» **ACTIVITY**
Below are lines of data; give the number of them that contain "none", and only that.

(Items from a dataset)
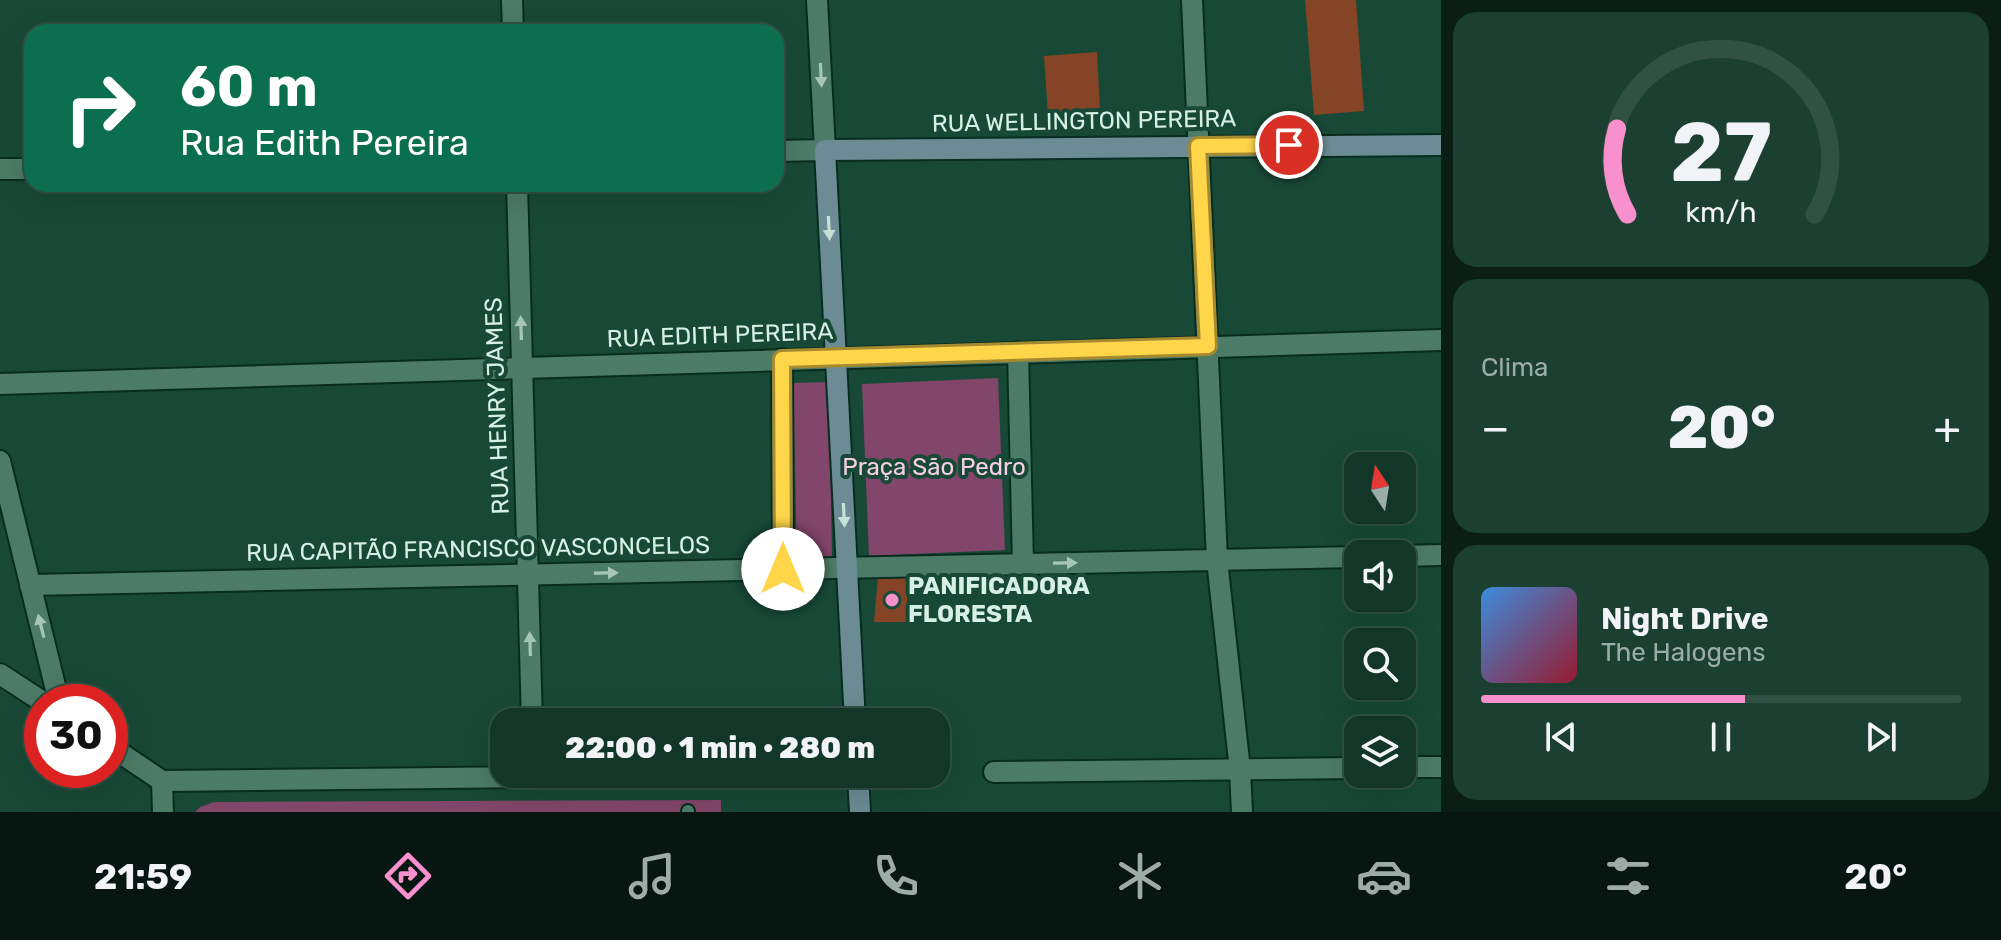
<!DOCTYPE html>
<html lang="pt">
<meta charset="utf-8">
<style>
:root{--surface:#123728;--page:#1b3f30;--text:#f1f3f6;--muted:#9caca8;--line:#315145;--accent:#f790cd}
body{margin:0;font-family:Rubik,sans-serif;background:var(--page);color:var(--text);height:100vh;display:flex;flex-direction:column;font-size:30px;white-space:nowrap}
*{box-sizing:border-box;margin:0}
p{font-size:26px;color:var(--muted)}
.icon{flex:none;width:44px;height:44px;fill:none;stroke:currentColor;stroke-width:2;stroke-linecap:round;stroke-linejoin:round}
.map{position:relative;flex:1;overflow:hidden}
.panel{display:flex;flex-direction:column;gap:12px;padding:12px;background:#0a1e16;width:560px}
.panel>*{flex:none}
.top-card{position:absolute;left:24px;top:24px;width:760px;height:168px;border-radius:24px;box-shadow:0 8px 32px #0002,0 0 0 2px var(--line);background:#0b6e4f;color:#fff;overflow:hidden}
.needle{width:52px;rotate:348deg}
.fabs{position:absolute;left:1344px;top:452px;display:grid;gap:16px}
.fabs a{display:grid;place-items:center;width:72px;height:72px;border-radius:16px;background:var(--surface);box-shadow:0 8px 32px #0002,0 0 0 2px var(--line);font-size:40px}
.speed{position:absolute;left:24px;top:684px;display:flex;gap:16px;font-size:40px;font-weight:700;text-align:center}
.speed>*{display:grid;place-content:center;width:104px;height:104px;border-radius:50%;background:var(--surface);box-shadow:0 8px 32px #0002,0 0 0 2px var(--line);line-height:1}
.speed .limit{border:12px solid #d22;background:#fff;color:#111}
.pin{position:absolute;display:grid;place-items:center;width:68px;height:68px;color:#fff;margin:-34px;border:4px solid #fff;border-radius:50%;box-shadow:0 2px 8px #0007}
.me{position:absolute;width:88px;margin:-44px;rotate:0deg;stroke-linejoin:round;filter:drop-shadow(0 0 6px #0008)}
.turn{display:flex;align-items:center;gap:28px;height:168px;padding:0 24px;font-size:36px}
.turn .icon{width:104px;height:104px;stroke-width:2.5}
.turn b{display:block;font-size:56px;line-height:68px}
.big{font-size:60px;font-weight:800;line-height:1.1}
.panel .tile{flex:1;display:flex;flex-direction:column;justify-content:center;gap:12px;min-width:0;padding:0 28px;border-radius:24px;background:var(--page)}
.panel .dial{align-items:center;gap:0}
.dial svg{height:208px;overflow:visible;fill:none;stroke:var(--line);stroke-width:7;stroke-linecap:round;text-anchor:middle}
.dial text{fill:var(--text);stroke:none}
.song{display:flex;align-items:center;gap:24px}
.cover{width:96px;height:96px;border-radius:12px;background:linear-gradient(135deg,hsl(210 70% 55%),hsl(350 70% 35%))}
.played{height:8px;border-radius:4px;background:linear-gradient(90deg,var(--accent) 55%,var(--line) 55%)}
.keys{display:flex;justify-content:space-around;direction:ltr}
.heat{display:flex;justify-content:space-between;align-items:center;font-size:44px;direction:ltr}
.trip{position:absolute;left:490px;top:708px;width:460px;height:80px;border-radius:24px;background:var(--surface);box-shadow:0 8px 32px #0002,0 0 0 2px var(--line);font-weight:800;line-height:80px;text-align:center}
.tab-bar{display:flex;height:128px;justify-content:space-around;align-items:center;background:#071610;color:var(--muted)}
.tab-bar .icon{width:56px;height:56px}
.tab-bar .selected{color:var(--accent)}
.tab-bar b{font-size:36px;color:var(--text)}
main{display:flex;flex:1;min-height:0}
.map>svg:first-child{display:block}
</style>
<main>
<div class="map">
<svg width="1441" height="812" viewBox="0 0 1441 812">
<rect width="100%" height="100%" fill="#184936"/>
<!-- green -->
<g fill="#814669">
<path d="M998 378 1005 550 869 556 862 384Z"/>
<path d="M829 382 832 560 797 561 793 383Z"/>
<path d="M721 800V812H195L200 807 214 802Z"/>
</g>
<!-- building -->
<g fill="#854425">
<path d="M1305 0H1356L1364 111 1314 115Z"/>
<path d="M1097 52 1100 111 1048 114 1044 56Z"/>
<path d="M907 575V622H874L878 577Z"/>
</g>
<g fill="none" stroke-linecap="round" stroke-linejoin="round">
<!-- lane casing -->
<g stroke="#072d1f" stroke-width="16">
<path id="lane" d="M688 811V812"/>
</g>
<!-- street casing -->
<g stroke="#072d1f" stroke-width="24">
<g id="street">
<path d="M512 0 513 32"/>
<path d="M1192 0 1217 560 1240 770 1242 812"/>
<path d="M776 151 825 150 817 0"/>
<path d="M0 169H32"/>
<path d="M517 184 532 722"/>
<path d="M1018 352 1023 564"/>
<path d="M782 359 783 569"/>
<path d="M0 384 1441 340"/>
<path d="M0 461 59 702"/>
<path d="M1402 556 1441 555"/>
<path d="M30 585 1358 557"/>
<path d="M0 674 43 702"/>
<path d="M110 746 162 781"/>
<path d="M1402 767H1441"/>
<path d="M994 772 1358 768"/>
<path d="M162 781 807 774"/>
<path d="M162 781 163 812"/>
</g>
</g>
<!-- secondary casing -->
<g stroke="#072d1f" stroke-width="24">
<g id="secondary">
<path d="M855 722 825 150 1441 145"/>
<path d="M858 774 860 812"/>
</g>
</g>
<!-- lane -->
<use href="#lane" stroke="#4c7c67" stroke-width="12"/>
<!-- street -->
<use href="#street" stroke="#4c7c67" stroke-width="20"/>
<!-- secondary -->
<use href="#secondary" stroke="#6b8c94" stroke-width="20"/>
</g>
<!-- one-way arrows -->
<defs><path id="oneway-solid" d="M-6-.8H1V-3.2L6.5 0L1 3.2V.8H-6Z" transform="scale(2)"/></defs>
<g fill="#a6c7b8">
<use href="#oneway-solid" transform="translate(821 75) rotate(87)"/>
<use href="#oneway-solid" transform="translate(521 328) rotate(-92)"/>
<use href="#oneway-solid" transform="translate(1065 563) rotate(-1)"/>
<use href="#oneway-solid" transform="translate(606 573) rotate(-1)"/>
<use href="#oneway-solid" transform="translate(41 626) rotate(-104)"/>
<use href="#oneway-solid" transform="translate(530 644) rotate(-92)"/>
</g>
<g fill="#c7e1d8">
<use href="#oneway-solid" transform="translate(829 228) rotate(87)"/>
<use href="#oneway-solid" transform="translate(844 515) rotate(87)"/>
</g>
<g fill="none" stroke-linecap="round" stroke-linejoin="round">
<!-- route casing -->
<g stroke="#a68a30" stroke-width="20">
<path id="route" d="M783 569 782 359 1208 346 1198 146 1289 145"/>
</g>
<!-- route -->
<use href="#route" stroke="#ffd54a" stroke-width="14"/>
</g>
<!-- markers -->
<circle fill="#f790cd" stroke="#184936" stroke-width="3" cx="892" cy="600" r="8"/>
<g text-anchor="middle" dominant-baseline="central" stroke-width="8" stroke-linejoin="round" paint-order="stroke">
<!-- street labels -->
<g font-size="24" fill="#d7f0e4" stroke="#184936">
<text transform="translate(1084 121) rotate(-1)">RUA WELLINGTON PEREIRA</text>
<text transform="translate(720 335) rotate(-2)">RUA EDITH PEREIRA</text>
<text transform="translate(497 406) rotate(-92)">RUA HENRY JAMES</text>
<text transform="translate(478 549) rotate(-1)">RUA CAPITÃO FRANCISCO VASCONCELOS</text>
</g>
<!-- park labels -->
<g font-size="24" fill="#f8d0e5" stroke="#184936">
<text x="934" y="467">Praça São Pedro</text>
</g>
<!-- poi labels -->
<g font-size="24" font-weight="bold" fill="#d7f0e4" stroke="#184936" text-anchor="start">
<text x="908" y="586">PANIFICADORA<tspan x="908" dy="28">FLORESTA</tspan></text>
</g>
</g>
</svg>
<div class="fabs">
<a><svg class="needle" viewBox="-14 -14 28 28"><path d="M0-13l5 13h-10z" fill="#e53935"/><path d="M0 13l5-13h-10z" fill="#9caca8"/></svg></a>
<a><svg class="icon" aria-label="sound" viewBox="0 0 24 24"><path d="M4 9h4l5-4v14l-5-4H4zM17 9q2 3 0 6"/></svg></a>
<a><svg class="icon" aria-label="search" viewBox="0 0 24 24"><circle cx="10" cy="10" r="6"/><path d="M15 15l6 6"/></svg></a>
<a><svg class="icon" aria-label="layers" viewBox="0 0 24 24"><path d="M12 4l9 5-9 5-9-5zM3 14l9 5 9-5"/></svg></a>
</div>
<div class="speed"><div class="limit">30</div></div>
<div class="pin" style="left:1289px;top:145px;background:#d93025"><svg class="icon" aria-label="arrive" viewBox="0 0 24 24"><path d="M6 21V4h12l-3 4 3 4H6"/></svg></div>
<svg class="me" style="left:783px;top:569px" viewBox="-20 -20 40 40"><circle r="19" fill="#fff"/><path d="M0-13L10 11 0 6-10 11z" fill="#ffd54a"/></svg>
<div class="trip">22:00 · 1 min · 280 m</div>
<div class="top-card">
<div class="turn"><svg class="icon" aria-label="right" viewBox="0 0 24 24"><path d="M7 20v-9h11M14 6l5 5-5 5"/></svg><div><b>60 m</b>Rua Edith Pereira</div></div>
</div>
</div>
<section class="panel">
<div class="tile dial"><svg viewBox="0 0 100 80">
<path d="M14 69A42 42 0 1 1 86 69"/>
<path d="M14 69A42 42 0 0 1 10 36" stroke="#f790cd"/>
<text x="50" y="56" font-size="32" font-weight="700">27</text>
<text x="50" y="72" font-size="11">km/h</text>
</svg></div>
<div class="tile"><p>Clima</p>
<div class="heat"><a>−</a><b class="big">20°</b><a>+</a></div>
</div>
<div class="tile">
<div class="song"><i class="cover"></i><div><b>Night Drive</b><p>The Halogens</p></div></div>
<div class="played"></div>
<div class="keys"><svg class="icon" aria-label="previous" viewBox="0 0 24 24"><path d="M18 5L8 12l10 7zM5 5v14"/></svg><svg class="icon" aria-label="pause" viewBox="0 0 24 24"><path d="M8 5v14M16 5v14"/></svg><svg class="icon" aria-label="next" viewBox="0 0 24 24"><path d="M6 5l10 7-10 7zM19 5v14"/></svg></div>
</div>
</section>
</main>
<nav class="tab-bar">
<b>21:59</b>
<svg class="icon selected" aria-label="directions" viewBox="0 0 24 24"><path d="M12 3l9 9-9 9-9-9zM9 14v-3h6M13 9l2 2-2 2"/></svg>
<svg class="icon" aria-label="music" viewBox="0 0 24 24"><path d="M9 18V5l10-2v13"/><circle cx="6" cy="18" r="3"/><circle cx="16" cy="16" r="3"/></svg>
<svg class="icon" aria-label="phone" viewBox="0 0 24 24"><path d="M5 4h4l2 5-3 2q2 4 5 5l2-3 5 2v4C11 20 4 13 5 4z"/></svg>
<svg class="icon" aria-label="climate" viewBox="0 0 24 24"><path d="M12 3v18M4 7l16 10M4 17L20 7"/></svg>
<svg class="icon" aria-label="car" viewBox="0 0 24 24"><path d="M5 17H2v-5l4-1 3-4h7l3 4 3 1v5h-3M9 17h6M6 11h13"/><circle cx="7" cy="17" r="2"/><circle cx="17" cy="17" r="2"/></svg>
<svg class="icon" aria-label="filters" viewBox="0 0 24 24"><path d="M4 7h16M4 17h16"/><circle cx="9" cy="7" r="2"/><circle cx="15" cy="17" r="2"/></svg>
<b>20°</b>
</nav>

» **RESULT OF THE EXERCISE**
6